◆ Exercise requirements: The reply should contain all the data below, repeated exactly, and none of the images.

Stored items:
--- START ---
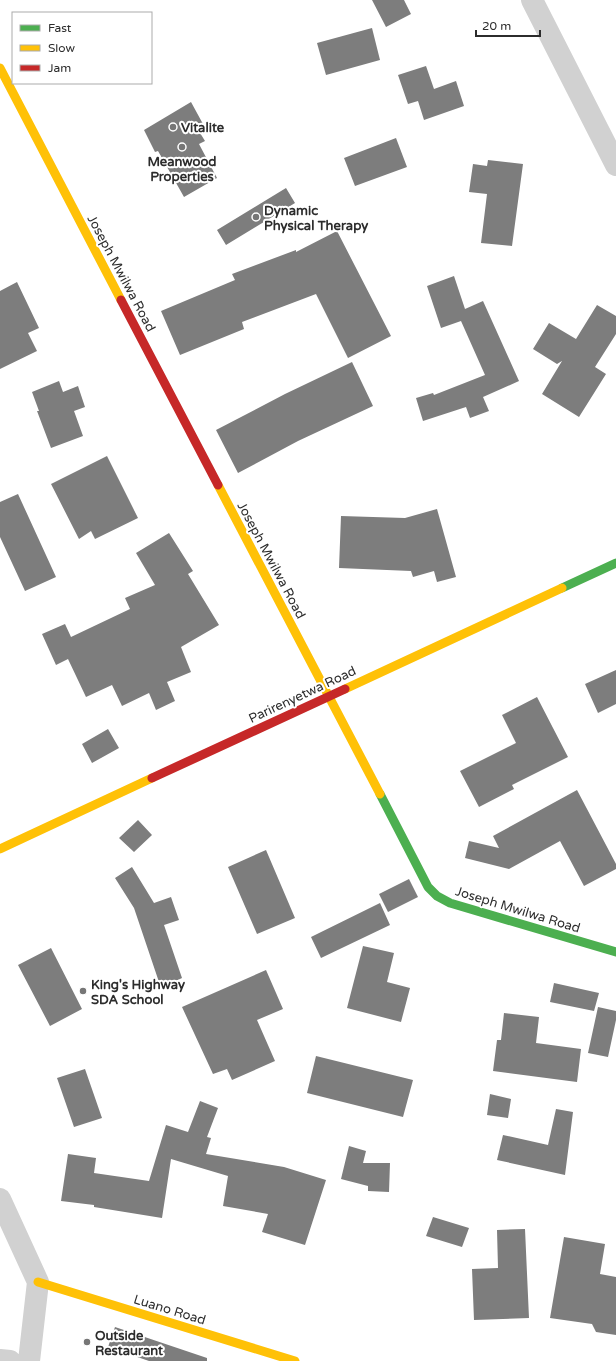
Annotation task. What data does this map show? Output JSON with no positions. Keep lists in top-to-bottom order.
{
  "streets": {
    "street": ["Joseph Mwilwa Road", "Parirenyetwa Road", "Luano Road"]
  },
  "crossings": [
    ["Joseph Mwilwa Road", "Parirenyetwa Road"]
  ],
  "places": [
    "Vitalite",
    "Meanwood Properties",
    "Dynamic Physical Therapy",
    "King's Highway SDA School",
    "Outside Restaurant"
  ],
  "legend": ["Fast", "Slow", "Jam"],
  "scale_bar": "20 m"
}
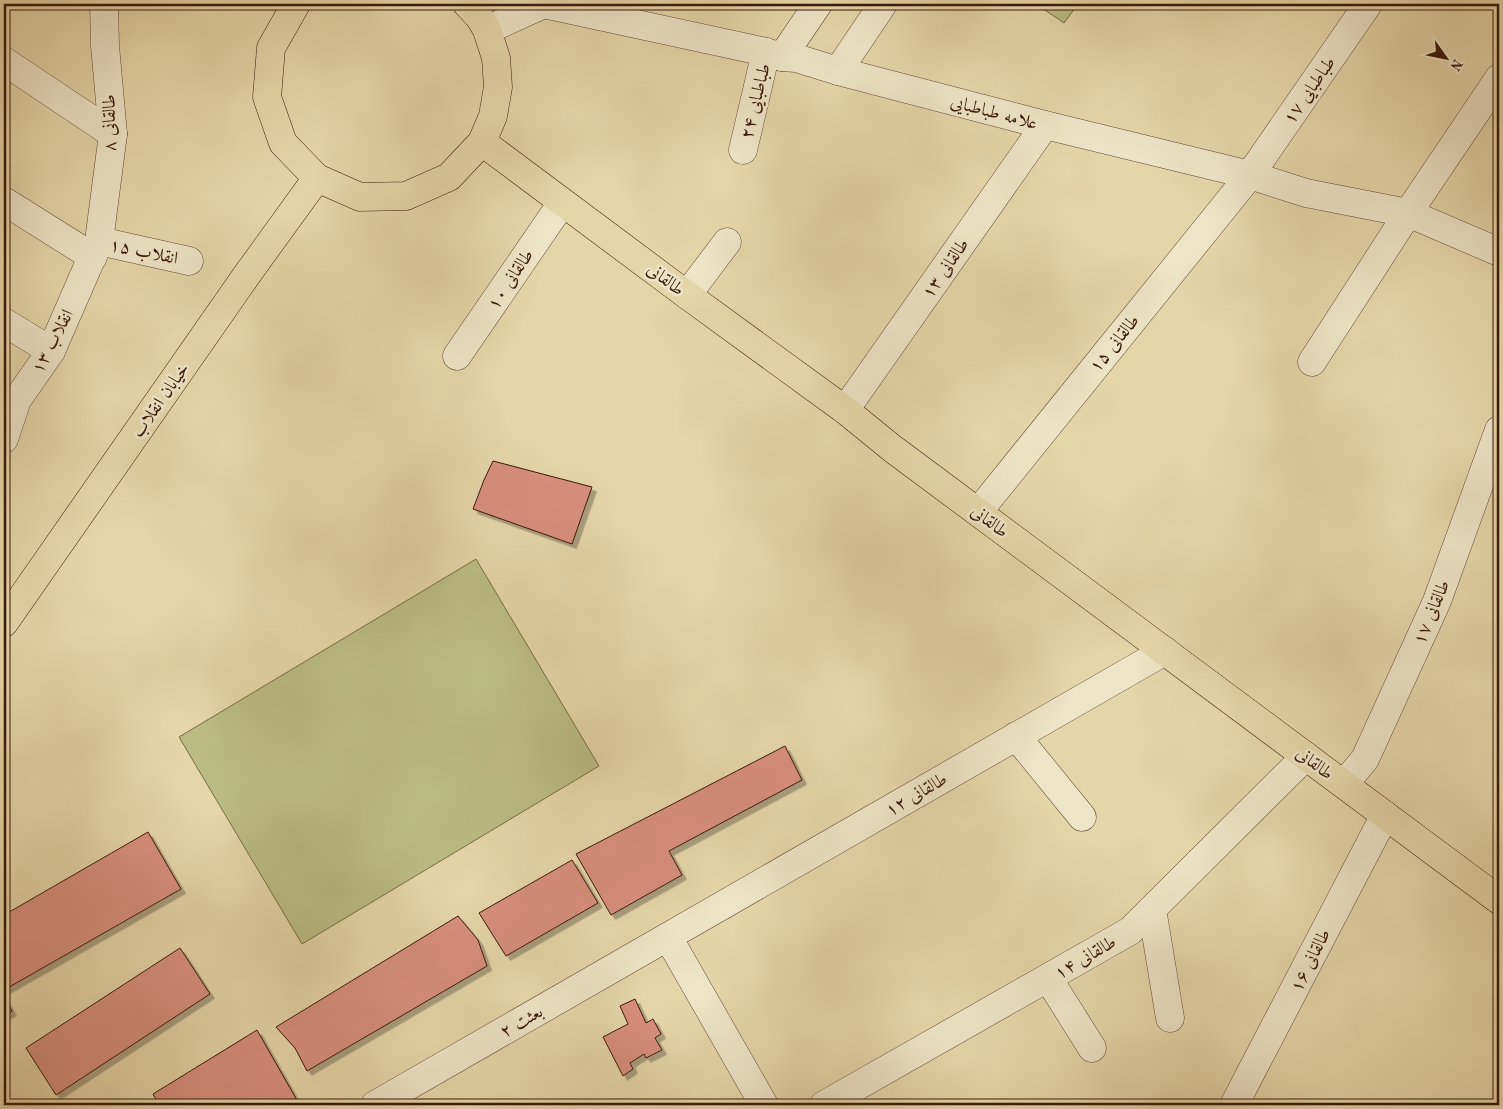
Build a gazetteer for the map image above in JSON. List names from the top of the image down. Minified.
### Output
{"streets":{"main road":["طالقانی","خیابان انقلاب"],"street":["طباطبایی ۱۷","طباطبایی ۲۴","علامه طباطبایی","طالقانی ۸","انقلاب ۱۵","طالقانی ۱۳","طالقانی ۱۰","انقلاب ۱۳","طالقانی ۱۵","طالقانی ۱۷","طالقانی ۱۲","طالقانی ۱۴","طالقانی ۱۶","بعثت ۲"]},"crossings":[["طباطبایی ۱۷","علامه طباطبایی"],["طباطبایی ۱۷","طالقانی ۱۵"],["طباطبایی ۲۴","علامه طباطبایی"],["علامه طباطبایی","طالقانی ۱۳"],["علامه طباطبایی","طالقانی ۱۵"],["طالقانی ۸","انقلاب ۱۵"],["طالقانی ۸","انقلاب ۱۳"],["انقلاب ۱۵","انقلاب ۱۳"],["طالقانی ۱۳","طالقانی"],["طالقانی ۱۰","طالقانی"],["طالقانی","طالقانی ۱۵"],["طالقانی","طالقانی ۱۷"],["طالقانی","طالقانی ۱۲"],["طالقانی","طالقانی ۱۴"],["طالقانی","طالقانی ۱۶"],["طالقانی ۱۲","بعثت ۲"]],"north":"bottom right"}
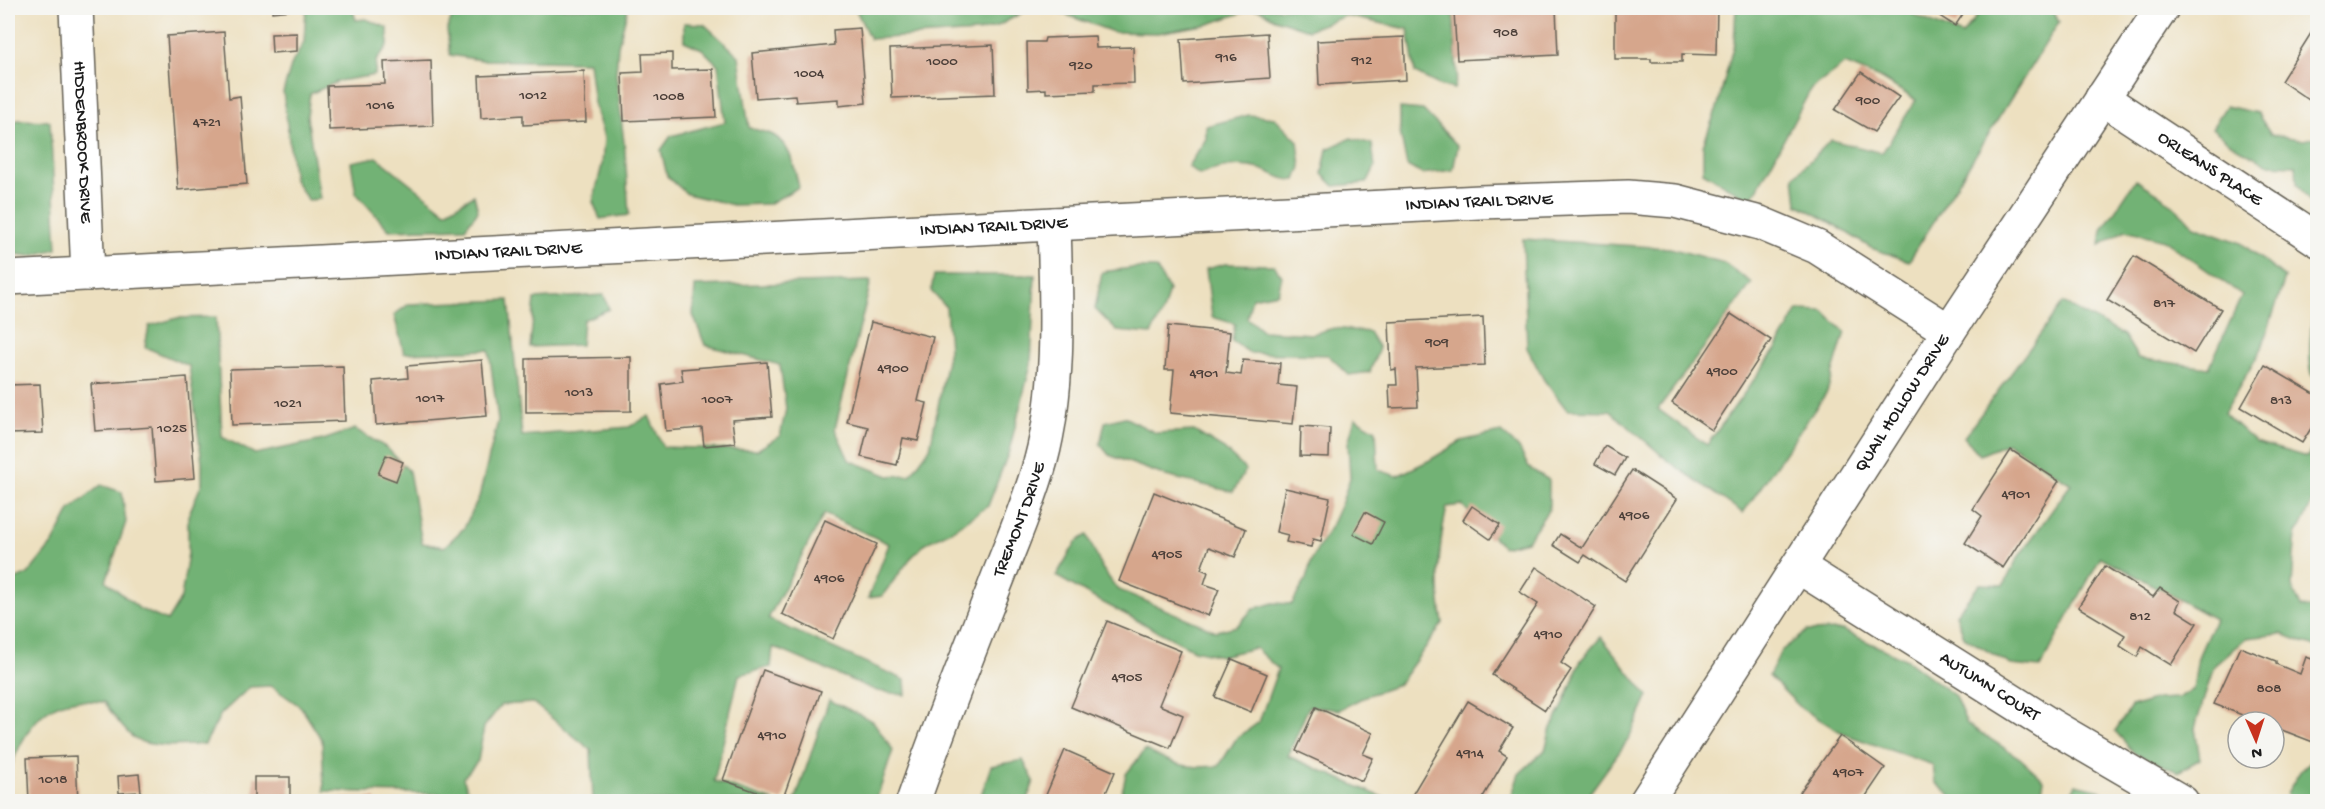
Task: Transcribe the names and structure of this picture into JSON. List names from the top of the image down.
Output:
{
  "streets": {
    "street": [
      "HIDDENBROOK DRIVE",
      "ORLEANS PLACE",
      "INDIAN TRAIL DRIVE",
      "QUAIL HOLLOW DRIVE",
      "TREMONT DRIVE",
      "AUTUMN COURT"
    ]
  },
  "crossings": [
    ["HIDDENBROOK DRIVE", "INDIAN TRAIL DRIVE"],
    ["ORLEANS PLACE", "QUAIL HOLLOW DRIVE"],
    ["INDIAN TRAIL DRIVE", "QUAIL HOLLOW DRIVE"],
    ["INDIAN TRAIL DRIVE", "TREMONT DRIVE"],
    ["QUAIL HOLLOW DRIVE", "AUTUMN COURT"]
  ],
  "house_numbers": [
    "908",
    "916",
    "912",
    "1000",
    "920",
    "1004",
    "1012",
    "1008",
    "900",
    "1016",
    "4721",
    "817",
    "909",
    "4900",
    "4900",
    "4901",
    "1013",
    "1017",
    "1007",
    "813",
    "1021",
    "1025",
    "4901",
    "4906",
    "4905",
    "4906",
    "812",
    "4910",
    "4905",
    "808",
    "4910",
    "4914",
    "4907",
    "1018"
  ],
  "north": "bottom"
}
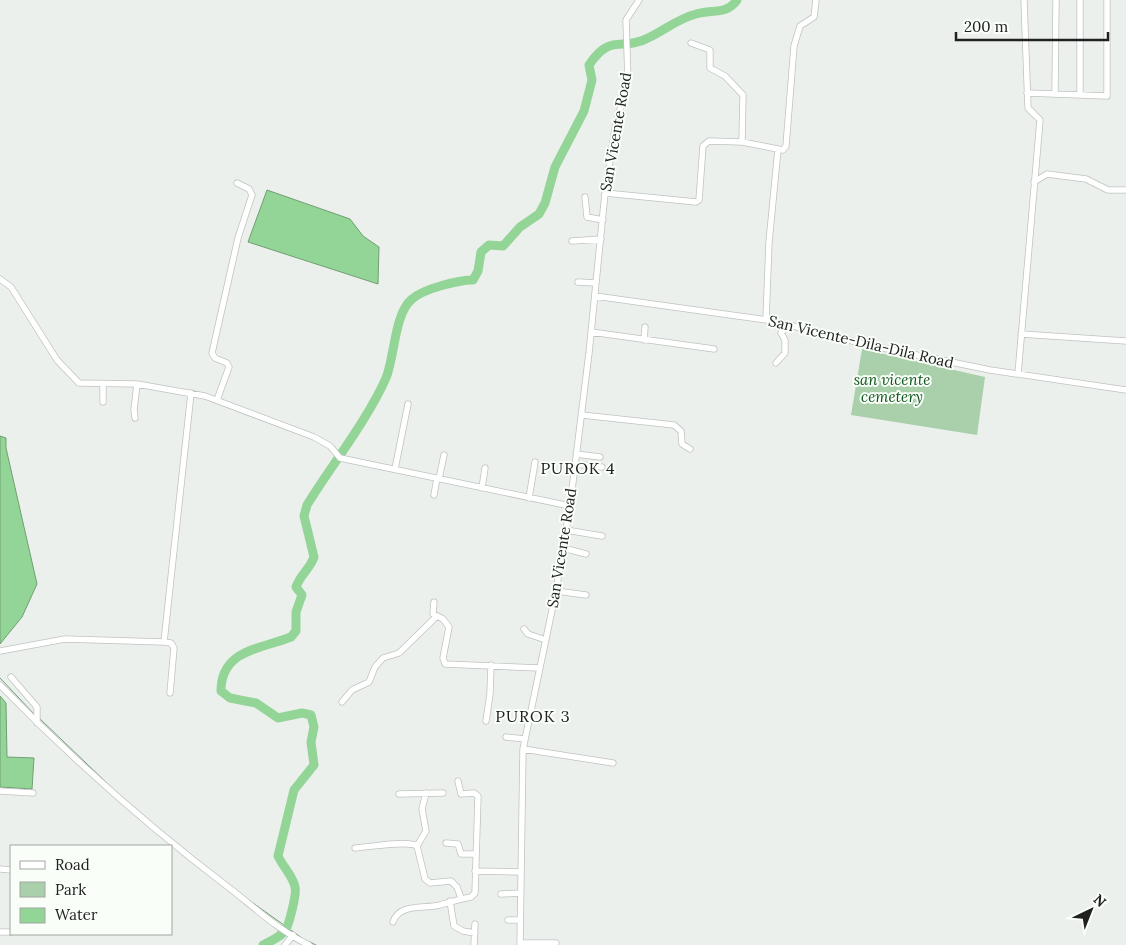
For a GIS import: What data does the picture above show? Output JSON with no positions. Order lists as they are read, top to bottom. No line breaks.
{"streets":{"street":["San Vicente Road","San Vicente-Dila-Dila Road"]},"crossings":[["San Vicente Road","San Vicente-Dila-Dila Road"]],"districts":["PUROK 4","PUROK 3"],"parks":["san vicente cemetery"],"legend":["Road","Park","Water"],"scale_bar":"200 m","north":"top right"}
--- END ---
◆ Solution for this problem:
Annotation task. What data does this map show? Output JSON with no positions. Keep lists in top-to-bottom order.
{
  "streets": {
    "street": ["Joseph Mwilwa Road", "Parirenyetwa Road", "Luano Road"]
  },
  "crossings": [
    ["Joseph Mwilwa Road", "Parirenyetwa Road"]
  ],
  "places": [
    "Vitalite",
    "Meanwood Properties",
    "Dynamic Physical Therapy",
    "King's Highway SDA School",
    "Outside Restaurant"
  ],
  "legend": ["Fast", "Slow", "Jam"],
  "scale_bar": "20 m"
}
Build a gazetteer for the map image above in JSON. List names from the top of the image down. Minified.
### Output
{"streets":{"main road":["طالقانی","خیابان انقلاب"],"street":["طباطبایی ۱۷","طباطبایی ۲۴","علامه طباطبایی","طالقانی ۸","انقلاب ۱۵","طالقانی ۱۳","طالقانی ۱۰","انقلاب ۱۳","طالقانی ۱۵","طالقانی ۱۷","طالقانی ۱۲","طالقانی ۱۴","طالقانی ۱۶","بعثت ۲"]},"crossings":[["طباطبایی ۱۷","علامه طباطبایی"],["طباطبایی ۱۷","طالقانی ۱۵"],["طباطبایی ۲۴","علامه طباطبایی"],["علامه طباطبایی","طالقانی ۱۳"],["علامه طباطبایی","طالقانی ۱۵"],["طالقانی ۸","انقلاب ۱۵"],["طالقانی ۸","انقلاب ۱۳"],["انقلاب ۱۵","انقلاب ۱۳"],["طالقانی ۱۳","طالقانی"],["طالقانی ۱۰","طالقانی"],["طالقانی","طالقانی ۱۵"],["طالقانی","طالقانی ۱۷"],["طالقانی","طالقانی ۱۲"],["طالقانی","طالقانی ۱۴"],["طالقانی","طالقانی ۱۶"],["طالقانی ۱۲","بعثت ۲"]],"north":"bottom right"}
Task: Transcribe the names and structure of this picture into JSON. List names from the top of the image down.
Output:
{
  "streets": {
    "street": [
      "HIDDENBROOK DRIVE",
      "ORLEANS PLACE",
      "INDIAN TRAIL DRIVE",
      "QUAIL HOLLOW DRIVE",
      "TREMONT DRIVE",
      "AUTUMN COURT"
    ]
  },
  "crossings": [
    ["HIDDENBROOK DRIVE", "INDIAN TRAIL DRIVE"],
    ["ORLEANS PLACE", "QUAIL HOLLOW DRIVE"],
    ["INDIAN TRAIL DRIVE", "QUAIL HOLLOW DRIVE"],
    ["INDIAN TRAIL DRIVE", "TREMONT DRIVE"],
    ["QUAIL HOLLOW DRIVE", "AUTUMN COURT"]
  ],
  "house_numbers": [
    "908",
    "916",
    "912",
    "1000",
    "920",
    "1004",
    "1012",
    "1008",
    "900",
    "1016",
    "4721",
    "817",
    "909",
    "4900",
    "4900",
    "4901",
    "1013",
    "1017",
    "1007",
    "813",
    "1021",
    "1025",
    "4901",
    "4906",
    "4905",
    "4906",
    "812",
    "4910",
    "4905",
    "808",
    "4910",
    "4914",
    "4907",
    "1018"
  ],
  "north": "bottom"
}
For a GIS import: What data does the picture above show? Output JSON with no positions. Order lists as they are read, top to bottom. No line breaks.
{"streets":{"street":["San Vicente Road","San Vicente-Dila-Dila Road"]},"crossings":[["San Vicente Road","San Vicente-Dila-Dila Road"]],"districts":["PUROK 4","PUROK 3"],"parks":["san vicente cemetery"],"legend":["Road","Park","Water"],"scale_bar":"200 m","north":"top right"}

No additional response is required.